QWAQWA – Maluti-A-Phofung local municipality has on Friday 1 April 2022 announced that it has managed to pay Eskom more than  R54 million in servicing outstanding Eskom debt in the municipality as per their agreement, thereby averted looming  black outs.

MAP is amongst the top three  municipalities in the Free State  who have high outstanding debt of six billion rand with Eskom, after Matjhabeng and Ngwathe.

Executive Mayor Gilbert Tjhopo Mokotso said they have paid R54, 743,031.32 to Eskom in servicing the current account. This amount is inclusive of the R15 million paid directly to Eskom by the top 100 users in the municipality.

“It gives us so much pleasure to be able to continue to service this debt, especially being able to pay our current account as per our agreements with Eskom,” Mokotso disclosed.     

He also added that they have in the last three months collected over R134 million in electricity, water, rates.

“With our revenue collection campaign still in full operation, we should be able to deal with this debt accordingly. We call on all electricity users including government departments and state entities to play their meaningful part and pay for their consumption,” Mokotso urged.

The clamp down campaign which  saw disconnection of  electricity from non-compliance businesses gave municipality a revenue boost after most businesses came forward to pay.

Maluti-a-Phofung local municipality officials disconnecting illegal electricity connections.

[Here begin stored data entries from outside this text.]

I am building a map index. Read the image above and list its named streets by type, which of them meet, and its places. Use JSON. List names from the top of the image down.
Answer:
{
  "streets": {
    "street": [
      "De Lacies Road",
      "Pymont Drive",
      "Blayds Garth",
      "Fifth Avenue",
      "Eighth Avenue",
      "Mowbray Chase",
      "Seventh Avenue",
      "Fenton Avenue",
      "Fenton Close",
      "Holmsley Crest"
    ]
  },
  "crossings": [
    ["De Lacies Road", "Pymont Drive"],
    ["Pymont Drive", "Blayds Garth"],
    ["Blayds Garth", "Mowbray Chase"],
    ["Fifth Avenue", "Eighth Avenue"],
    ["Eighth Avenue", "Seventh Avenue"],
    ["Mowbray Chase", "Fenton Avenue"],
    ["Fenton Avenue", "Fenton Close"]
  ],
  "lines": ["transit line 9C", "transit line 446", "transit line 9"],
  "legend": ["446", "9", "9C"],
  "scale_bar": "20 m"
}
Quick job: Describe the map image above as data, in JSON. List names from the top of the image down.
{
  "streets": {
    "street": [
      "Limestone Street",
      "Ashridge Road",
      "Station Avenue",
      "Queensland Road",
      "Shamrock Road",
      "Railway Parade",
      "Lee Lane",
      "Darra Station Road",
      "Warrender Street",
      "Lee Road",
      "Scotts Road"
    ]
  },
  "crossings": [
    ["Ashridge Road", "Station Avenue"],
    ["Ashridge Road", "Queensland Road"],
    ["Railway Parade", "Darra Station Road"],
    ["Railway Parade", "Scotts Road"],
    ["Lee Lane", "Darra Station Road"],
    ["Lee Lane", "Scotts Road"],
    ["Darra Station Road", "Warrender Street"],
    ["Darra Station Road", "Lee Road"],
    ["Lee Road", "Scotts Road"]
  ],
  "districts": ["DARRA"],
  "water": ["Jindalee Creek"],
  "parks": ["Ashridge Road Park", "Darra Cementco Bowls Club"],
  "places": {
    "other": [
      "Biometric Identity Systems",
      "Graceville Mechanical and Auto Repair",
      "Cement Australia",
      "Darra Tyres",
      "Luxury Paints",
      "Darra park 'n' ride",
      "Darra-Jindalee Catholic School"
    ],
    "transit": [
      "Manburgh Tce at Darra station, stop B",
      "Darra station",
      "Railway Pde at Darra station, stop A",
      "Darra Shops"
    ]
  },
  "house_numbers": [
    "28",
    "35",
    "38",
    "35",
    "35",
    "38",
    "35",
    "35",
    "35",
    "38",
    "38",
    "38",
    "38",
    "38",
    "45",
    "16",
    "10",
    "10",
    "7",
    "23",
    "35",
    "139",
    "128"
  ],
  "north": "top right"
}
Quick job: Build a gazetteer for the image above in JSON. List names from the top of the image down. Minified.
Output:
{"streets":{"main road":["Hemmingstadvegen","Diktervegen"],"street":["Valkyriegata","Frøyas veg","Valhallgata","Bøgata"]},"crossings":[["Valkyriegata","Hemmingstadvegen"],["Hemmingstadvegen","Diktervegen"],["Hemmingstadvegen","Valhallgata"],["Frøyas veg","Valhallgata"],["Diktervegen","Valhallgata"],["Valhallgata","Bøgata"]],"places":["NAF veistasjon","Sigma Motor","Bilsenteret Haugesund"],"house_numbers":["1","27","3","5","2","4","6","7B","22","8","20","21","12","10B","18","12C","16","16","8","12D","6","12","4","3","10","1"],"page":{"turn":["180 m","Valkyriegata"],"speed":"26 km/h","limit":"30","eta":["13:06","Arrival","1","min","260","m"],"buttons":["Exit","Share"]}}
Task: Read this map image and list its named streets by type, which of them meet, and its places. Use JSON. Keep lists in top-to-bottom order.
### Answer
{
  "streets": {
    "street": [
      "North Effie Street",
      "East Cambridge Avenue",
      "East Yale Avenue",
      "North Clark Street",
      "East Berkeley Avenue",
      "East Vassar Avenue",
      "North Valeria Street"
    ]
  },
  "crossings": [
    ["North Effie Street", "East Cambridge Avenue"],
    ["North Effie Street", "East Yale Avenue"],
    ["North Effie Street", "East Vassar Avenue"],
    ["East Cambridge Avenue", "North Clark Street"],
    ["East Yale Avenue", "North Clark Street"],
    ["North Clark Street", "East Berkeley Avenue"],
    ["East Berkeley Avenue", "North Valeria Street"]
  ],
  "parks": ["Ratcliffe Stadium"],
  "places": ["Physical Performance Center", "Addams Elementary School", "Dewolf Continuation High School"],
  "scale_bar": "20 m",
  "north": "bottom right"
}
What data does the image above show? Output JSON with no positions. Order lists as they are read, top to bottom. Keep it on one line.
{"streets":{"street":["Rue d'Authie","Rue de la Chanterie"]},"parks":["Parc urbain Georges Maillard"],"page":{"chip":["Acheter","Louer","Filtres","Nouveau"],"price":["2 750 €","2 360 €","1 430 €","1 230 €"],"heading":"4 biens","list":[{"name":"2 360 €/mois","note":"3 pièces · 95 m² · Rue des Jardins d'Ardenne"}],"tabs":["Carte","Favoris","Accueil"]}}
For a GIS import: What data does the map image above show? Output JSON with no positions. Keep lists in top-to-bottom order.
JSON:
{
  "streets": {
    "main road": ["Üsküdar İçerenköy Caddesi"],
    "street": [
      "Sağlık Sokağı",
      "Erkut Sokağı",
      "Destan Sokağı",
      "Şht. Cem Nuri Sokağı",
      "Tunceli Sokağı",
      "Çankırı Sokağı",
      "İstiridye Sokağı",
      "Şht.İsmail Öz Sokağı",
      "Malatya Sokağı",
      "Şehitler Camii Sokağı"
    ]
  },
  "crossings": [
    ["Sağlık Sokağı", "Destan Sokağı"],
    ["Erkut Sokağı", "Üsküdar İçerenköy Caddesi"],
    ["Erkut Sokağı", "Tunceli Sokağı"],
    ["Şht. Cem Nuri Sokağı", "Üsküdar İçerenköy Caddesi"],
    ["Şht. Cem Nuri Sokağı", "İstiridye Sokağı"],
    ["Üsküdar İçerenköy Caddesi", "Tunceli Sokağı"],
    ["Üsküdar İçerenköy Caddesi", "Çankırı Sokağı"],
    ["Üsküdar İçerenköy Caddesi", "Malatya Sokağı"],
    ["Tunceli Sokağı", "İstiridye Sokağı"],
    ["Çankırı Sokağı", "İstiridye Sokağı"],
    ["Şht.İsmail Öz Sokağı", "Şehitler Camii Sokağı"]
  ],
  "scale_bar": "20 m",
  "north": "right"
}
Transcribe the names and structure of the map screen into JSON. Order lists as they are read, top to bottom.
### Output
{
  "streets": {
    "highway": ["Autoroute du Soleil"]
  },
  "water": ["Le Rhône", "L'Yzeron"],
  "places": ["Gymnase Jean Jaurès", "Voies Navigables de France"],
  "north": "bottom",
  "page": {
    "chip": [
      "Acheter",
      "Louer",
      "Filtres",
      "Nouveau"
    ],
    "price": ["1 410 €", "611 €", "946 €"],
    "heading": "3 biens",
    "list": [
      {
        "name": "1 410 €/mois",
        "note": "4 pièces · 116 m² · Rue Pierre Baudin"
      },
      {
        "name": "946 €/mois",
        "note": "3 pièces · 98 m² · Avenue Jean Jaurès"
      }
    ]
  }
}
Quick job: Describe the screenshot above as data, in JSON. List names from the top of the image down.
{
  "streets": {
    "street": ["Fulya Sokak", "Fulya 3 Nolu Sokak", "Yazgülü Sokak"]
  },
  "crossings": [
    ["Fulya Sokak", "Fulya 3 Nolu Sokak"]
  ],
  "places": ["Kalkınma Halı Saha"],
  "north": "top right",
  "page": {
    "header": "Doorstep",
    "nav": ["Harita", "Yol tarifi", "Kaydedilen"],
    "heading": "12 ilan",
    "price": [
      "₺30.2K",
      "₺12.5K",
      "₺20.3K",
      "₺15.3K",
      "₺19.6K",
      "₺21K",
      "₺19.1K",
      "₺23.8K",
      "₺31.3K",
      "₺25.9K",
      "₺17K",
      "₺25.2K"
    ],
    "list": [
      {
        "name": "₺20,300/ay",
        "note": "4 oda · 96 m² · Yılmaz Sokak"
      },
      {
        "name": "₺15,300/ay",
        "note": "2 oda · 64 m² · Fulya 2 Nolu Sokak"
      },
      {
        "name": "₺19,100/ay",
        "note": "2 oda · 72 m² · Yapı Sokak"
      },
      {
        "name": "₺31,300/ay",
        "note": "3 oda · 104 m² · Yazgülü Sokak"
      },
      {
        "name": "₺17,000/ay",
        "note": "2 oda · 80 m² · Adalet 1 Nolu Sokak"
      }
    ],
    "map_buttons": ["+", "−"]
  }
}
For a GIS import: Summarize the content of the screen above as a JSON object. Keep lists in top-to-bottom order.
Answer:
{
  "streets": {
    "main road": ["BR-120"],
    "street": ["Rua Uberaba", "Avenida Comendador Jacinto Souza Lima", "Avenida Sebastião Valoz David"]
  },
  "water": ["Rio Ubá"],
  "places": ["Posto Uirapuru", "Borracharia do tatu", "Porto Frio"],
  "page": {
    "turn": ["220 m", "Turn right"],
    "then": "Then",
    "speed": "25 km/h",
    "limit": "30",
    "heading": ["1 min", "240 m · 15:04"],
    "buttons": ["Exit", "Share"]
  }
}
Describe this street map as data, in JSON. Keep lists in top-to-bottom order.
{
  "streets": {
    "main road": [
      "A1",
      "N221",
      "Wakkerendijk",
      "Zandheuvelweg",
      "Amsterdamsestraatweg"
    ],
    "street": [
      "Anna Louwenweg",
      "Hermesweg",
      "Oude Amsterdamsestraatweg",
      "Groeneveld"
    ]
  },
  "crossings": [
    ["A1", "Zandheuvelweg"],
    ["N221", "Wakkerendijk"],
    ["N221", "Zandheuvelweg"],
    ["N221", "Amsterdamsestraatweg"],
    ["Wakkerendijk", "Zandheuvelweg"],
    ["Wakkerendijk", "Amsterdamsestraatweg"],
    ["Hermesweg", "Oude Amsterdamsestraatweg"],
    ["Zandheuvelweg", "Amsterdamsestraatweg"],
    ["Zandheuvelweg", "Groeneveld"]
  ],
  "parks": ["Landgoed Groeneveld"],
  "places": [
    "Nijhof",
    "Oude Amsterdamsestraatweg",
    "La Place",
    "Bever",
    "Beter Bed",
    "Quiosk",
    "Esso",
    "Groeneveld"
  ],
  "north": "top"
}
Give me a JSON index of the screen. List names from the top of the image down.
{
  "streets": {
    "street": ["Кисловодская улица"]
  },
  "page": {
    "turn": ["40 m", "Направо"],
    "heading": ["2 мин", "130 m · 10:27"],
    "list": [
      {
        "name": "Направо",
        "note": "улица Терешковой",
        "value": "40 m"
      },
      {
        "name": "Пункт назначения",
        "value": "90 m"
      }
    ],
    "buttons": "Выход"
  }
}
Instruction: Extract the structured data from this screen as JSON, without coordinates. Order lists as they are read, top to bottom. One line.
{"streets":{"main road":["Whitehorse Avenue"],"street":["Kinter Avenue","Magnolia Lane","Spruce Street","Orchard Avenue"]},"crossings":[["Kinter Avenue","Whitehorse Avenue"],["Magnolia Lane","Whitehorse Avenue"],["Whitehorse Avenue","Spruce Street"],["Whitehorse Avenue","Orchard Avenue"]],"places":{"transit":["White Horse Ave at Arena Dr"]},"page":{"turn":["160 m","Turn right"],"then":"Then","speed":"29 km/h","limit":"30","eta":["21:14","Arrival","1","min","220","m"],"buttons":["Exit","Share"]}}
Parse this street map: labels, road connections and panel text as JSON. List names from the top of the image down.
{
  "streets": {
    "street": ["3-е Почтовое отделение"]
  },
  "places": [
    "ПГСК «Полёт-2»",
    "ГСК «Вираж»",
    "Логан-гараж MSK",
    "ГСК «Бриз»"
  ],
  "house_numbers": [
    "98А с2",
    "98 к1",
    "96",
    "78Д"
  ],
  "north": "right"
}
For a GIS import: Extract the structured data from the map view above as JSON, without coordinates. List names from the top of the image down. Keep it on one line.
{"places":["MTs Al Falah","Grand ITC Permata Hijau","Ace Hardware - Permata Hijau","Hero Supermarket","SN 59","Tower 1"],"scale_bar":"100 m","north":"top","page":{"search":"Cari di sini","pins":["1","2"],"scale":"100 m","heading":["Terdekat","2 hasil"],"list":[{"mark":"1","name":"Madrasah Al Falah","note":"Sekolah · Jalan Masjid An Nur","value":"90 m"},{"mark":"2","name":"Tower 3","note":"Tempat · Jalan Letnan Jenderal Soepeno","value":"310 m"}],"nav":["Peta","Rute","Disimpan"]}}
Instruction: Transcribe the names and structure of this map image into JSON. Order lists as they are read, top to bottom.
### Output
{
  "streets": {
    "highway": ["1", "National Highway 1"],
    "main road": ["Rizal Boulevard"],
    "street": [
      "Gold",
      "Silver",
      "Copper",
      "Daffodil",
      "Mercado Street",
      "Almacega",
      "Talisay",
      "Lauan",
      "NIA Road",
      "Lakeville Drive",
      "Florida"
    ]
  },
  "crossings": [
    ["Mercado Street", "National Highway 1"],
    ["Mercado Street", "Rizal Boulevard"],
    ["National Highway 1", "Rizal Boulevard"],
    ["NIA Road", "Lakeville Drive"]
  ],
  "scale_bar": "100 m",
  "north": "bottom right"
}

During the  campaign  a Zimbabwean national scrapyard owner in Botjhabela village and his  three co-accused  were arrested after found  in possession of stolen municipal transformers including copper cables, another move that would quell regular power cuts

The municipality update follows a warning  made by Eskom on Monday  28 March that the defaulting municipalities face electricity disconnection.

Eskom’s General manager for the central east cluster  Agnes Mlambo said the debt continued to increase,  Map, Mafube and Ngwathe consume R200 million on average monthly.